Liberté de la presse : l’impact des per diem sur l’indépendance journalistique

La Pérennisation du « Per Diem » : Un Fléau pour la Presse Tchadienne

À l’occasion de la Journée mondiale de la liberté de la presse, célébrée le 3 mai, un problème préoccupant refait surface dans le paysage médiatique tchadien : la culture du « per diem ». Cette pratique controversée, consistant à exiger des indemnités pour la couverture d’événements, s’installe insidieusement dans la profession.

Un Phénomène qui Prend Racine

Ces dernières années, la demande systématique de « per diem » par certains journalistes pour couvrir des activités, officielles ou non, est devenue courante.

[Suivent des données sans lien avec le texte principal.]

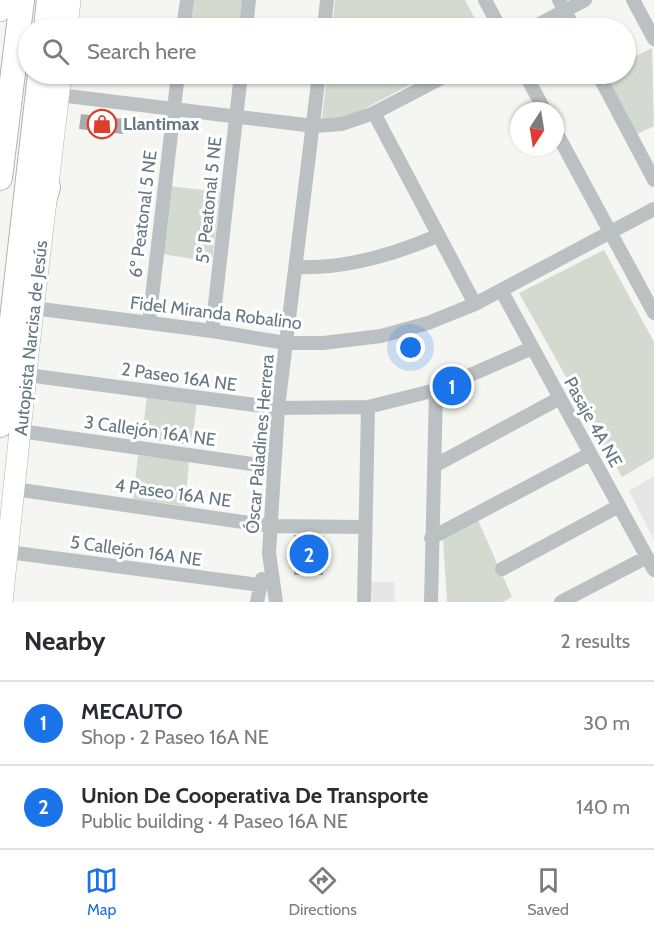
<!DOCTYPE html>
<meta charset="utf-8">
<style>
:root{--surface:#fff;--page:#f2f2f3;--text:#2b2b33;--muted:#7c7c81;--line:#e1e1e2;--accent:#1a73e8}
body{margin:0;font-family:Cabin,sans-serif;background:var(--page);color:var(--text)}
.compass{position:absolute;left:510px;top:102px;width:54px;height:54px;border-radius:50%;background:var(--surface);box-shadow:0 2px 4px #0004;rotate:192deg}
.you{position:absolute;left:411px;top:348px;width:21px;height:21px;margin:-15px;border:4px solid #fff;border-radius:50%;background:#1a73e8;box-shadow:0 0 0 9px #1a73e833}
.badge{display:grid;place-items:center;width:39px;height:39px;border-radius:50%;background:var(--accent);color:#fff;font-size:20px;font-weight:700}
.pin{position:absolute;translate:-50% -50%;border:3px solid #fff;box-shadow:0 2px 6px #0006}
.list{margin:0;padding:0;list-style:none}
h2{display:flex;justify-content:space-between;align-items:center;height:78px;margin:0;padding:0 24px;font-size:26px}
h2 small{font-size:20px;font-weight:400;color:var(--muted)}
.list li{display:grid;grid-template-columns:39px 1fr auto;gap:18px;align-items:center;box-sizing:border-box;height:84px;padding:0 24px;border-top:2px solid var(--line)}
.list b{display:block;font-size:22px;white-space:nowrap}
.list p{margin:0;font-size:20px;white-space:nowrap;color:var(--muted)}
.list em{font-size:20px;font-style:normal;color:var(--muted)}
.icon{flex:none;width:33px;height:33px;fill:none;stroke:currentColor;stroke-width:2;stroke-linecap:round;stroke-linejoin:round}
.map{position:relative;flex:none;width:654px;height:602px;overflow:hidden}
.search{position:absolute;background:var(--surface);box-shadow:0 2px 4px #0004;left:18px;right:18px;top:18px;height:66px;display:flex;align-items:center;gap:15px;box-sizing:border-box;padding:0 21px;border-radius:33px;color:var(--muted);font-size:22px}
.sheet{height:246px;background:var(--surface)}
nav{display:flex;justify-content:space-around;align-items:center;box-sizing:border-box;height:84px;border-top:2px solid var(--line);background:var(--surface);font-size:16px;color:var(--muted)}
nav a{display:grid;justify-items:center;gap:3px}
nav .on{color:var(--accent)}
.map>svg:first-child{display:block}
.built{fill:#e5e6e5}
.green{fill:#d5dad1}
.building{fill:#a4aeb2}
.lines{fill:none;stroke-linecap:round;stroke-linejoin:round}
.primary-casing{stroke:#afb5b8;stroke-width:22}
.highway-casing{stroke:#afb4b6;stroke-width:26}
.street{stroke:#bbc1c3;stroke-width:14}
.primary{stroke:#fff;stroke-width:21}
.highway{stroke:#fff;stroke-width:24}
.labels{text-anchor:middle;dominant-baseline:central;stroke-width:6;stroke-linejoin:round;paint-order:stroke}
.poi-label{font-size:18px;font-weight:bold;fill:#657881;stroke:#fff;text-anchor:start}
.street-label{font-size:18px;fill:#657881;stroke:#fff}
</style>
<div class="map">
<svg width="654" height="602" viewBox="0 0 654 602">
<rect width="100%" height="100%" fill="#f5f5f1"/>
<path class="built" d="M654 476V540L629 491Z
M371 582H394L395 602H372Z"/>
<path class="green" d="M190 0H244L241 28H187Z
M335 0H465L480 28H332Z
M652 48 654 126 633 136 601 74H626V61Z
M327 74H430L343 120 322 118Z
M169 186 220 192 212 262 162 254Z
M604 250 654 342V458L622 477 519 293Z
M147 395 197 401 192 445 142 439Z
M138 455 189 461 185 506 133 499Z
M478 520 512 597 503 602H447L443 539Z"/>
<path class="building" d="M81 114 125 119 123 134 79 129Z
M294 535 324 536 323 575H294Z"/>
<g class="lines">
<g class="primary-casing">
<path id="primary" d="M0 11 1 0
M67 28 70 0
M2 602 30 336 61 74"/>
</g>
<g class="highway-casing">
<path id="highway" d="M46 28 49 0
M0 178 22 0
M32 244 48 187
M0 425 40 74"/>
</g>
<path class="street" d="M485 0 500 28
M559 0 574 28
M633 0 654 39
M183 28 187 0
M246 28 249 0
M324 28 327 0
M532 28 585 0
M525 74 545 111
M598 74 654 180
M59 95 314 126 342 124 374 113 449 74
M374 113 475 304
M555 130 654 313
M297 267C346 269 393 255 437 236
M501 290 654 570
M33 308 212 331 286 343H323L381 336 428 323 475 304 654 209
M149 323 178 74
M212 331 241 74
M27 375 278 408 368 407 436 390 532 348
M20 431 252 464 274 471
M434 466 560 398
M14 489 271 526 364 527
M431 538 590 454
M8 552 260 585
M502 569 619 506
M257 602 262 579
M276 602 269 553 278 408 319 74
M364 602 368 407
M431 602 436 390
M561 602 647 557"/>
<use href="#primary" class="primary"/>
<use href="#highway" class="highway"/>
</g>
<defs>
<g id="shop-ring" transform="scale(1.5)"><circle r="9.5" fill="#fff" stroke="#dc3e2a" stroke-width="1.5"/><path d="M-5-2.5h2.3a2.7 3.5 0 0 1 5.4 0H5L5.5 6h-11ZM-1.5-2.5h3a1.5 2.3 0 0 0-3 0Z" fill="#dc3e2a"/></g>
</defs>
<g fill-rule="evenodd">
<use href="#shop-ring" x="102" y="124"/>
</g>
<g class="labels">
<g class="poi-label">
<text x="123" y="124">Llantimax</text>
</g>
<g class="street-label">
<text transform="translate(209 200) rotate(-84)">5º Peatonal 5 NE</text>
<text transform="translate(143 214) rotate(-83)">6º Peatonal 5 NE</text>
<text transform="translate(216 313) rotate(7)">Fidel Miranda Robalino</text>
<text transform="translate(31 338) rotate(-84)">Autopista Narcisa de Jesús</text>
<text transform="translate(179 377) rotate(8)">2 Paseo 16A NE</text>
<text transform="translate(593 422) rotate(61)">Pasaje 4A NE</text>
<text transform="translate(150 431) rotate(8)">3 Callejón 16A NE</text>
<text transform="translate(260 444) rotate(-85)">Óscar Paladines Herrera</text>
<text transform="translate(173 493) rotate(8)">4 Paseo 16A NE</text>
<text transform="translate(136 551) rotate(8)">5 Callejón 16A NE</text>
</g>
</g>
</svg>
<svg class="compass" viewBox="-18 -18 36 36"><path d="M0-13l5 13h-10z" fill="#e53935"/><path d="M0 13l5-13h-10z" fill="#7c7c81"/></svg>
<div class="you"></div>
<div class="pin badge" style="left:452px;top:386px">1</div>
<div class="pin badge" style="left:309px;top:554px">2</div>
<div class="search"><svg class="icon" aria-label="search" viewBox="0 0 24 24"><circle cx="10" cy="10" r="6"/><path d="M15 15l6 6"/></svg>Search here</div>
</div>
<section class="sheet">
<h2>Nearby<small>2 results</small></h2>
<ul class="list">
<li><span class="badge">1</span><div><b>MECAUTO</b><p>Shop · 2 Paseo 16A NE</p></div><em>30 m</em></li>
<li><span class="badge">2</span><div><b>Union De Cooperativa De Transporte</b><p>Public building · 4 Paseo 16A NE</p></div><em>140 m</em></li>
</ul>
</section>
<nav>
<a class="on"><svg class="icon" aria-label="map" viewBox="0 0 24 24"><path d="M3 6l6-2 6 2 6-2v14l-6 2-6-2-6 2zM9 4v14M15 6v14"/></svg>Map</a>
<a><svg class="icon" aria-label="directions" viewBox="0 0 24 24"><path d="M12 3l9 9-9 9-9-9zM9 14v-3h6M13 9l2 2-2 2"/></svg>Directions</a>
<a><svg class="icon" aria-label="saved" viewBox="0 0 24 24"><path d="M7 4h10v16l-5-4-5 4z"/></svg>Saved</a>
</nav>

Cette pratique est érigée, à tort, en droit implicite. Des témoignages du terrain révèlent l’anticipation de montants en fonction des événements, au point où certains professionnels conditionnent leur présence ou la rédaction de leurs articles à la réception de ces sommes. Sans satisfaction de ces attentes, il n’est pas rare que l’information soit tout simplement ignorée, parfois en accord entre journalistes, ce qui ne fait qu’aggraver la perception publique de la profession.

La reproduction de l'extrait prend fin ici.